Searching for identification by adjustment variables for ACDE...done!
Searching for identification by instrumental variables...done!
Searching for identification by do-calculus...done!

Exposure: D
Outcome: Y        


Average Causal Effect (ACE)
---------------------            
Method: Selection on Observables (SoO)
Identified: False
Not identifiable by adjustment.

Method: do-calculus (do)
Identified: True
Causal probability: p(Y | do(D)) = sum_{Z,Z2} p(Z|D)sum_{D} p(D,Z2)p(Y|Z,D,Z2)

Method: Instrumental Variable (IV)
Identified: False
No instrument available in the DAG.                

Average Controlled Direct Effect (ACDE)
--------------------------------            
Method: Selection on Observables (SoO)
Identified: False
Not identifiable by adjustment.                

Assumptions for identification:
------------------------------
1. Correct DAG
   - Definition: DAG structure matches the true causal relations: (a) A directed arrow from a variable A to a variable B means that there is a causal effect of A on B, which may or may not be zero; (b) Absence of an arrow from a variable C to a variable D implies certainty that C does not cause D; (c) A bidirected arrow between a variable E and a variable F means that they share a common unobserved or latent cause.
   - Scope: Connection between reality and the DAG model
   - Role: Ensures adjustment sets and do-calculus yield the correct identifiable causal effect.
   - Usage: identification
   - Violation: Biased or invalid causal effect estimates and incorrect adjustment sets.            
2. Causal Markov Condition (CMC)
   - Definition: Each variable is independent of its non-descendants given its parents
   - Scope: Connects the DAG and the conditional distribution of each variable
   - Role: Links d-separation to conditional independencies, grounding do-calculus.
   - Usage: identification, discovery
   - Violation: Graphdistribution link breaks and identification results may be incorrect.            
3. Positivity (Overlap)
   - Definition: Each treatment level has a positive probability of occurring, including at all relevant levels of the adjustment variables if they are used for identification.
   - Scope: Variables' distributions
   - Role: Required for the g-formula, IPW, and many identification and estimation strategies.
   - Usage: identification, estimation, inference
   - Violation: Effects are undefined or non-estimable in certain regions of the covariate space.

Use G.assumptions() to retrieve the assumptions associated with a graph.

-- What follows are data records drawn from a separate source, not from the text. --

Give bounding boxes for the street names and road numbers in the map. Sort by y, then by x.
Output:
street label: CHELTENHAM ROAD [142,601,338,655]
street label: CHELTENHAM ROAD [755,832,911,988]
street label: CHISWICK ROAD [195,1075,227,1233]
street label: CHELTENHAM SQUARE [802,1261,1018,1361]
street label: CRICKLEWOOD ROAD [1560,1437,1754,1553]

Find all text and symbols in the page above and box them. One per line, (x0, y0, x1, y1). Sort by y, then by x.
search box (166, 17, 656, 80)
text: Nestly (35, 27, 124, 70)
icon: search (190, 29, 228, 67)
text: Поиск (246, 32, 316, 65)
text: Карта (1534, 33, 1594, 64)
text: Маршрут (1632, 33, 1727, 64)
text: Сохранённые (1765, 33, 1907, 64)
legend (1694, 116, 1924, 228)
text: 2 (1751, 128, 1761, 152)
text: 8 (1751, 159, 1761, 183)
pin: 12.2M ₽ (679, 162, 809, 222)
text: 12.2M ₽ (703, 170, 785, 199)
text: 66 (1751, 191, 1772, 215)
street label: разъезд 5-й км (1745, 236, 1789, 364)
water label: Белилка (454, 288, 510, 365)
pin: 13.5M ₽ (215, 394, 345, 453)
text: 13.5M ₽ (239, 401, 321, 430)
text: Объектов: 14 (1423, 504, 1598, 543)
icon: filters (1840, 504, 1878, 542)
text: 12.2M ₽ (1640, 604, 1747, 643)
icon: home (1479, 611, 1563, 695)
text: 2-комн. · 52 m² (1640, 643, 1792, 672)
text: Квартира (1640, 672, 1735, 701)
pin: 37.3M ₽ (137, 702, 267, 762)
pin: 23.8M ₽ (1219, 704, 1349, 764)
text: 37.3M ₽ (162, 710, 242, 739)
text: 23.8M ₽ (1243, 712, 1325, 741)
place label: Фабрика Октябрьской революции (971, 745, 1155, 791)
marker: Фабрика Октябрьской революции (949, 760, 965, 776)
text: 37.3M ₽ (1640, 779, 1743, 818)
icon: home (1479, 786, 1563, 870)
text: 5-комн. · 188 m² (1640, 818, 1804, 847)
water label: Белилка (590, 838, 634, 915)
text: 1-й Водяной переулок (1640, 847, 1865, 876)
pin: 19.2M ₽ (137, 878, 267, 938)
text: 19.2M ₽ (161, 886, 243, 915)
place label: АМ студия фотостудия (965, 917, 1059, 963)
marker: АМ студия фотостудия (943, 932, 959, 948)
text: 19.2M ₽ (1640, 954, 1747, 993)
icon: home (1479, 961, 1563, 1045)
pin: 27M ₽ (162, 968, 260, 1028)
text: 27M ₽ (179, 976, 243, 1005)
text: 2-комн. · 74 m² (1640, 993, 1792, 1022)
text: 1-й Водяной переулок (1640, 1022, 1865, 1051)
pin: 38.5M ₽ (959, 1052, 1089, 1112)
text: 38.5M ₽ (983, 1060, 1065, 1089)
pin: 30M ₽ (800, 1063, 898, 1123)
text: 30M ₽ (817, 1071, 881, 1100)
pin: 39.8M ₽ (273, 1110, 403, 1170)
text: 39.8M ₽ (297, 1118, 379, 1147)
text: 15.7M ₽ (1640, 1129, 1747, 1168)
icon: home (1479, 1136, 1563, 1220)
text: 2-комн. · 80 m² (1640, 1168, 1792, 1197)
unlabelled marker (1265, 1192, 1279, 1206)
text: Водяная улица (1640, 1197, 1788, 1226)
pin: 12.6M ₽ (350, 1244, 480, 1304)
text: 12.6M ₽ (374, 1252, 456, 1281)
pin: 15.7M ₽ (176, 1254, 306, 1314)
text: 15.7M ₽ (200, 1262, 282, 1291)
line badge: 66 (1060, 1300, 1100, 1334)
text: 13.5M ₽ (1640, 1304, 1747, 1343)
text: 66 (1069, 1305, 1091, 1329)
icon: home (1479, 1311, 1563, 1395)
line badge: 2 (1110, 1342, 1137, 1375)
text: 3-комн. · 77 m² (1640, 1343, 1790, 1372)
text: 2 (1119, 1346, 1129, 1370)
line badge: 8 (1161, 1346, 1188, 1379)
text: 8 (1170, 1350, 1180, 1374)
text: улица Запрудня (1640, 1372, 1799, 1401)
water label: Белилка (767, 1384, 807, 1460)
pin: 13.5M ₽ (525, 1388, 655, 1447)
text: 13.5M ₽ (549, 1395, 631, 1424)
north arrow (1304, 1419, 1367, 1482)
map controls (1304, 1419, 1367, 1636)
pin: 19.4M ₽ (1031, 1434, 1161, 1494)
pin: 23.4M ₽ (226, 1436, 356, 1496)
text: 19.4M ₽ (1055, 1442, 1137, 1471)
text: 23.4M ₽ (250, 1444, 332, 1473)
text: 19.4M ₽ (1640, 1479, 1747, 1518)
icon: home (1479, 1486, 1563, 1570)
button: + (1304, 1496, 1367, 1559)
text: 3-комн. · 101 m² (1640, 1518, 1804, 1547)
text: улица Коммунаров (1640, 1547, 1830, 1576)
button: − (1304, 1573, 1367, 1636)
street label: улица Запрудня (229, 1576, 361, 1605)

The argument category selects the type of analysis for which the assumptions are used.

G.assumptions()
Categories available:
- estimation
- inference
- identification
- discovery

For identification, use category="identification".

G.assumptions(category="identification")
['DAG structure matches the true causal relations: (a) A directed arrow from a '
 'variable A to a variable B means that there is a causal effect of A on B, '
 'which may or may not be zero; (b) Absence of an arrow from a variable C to a '
 'variable D implies certainty that C does not cause D; (c) A bidirected arrow '
 'between a variable E and a variable F means that they share a common '
 'unobserved or latent cause.',
 'Each variable is independent of its non-descendants given its parents',
 'Each treatment level has a positive probability of occurring, including at '
 'all relevant levels of the adjustment variables if they are used for '
 'identification.']

To include more detail about the scope, role, and possible consequence of violating each assumption, use verbose=True.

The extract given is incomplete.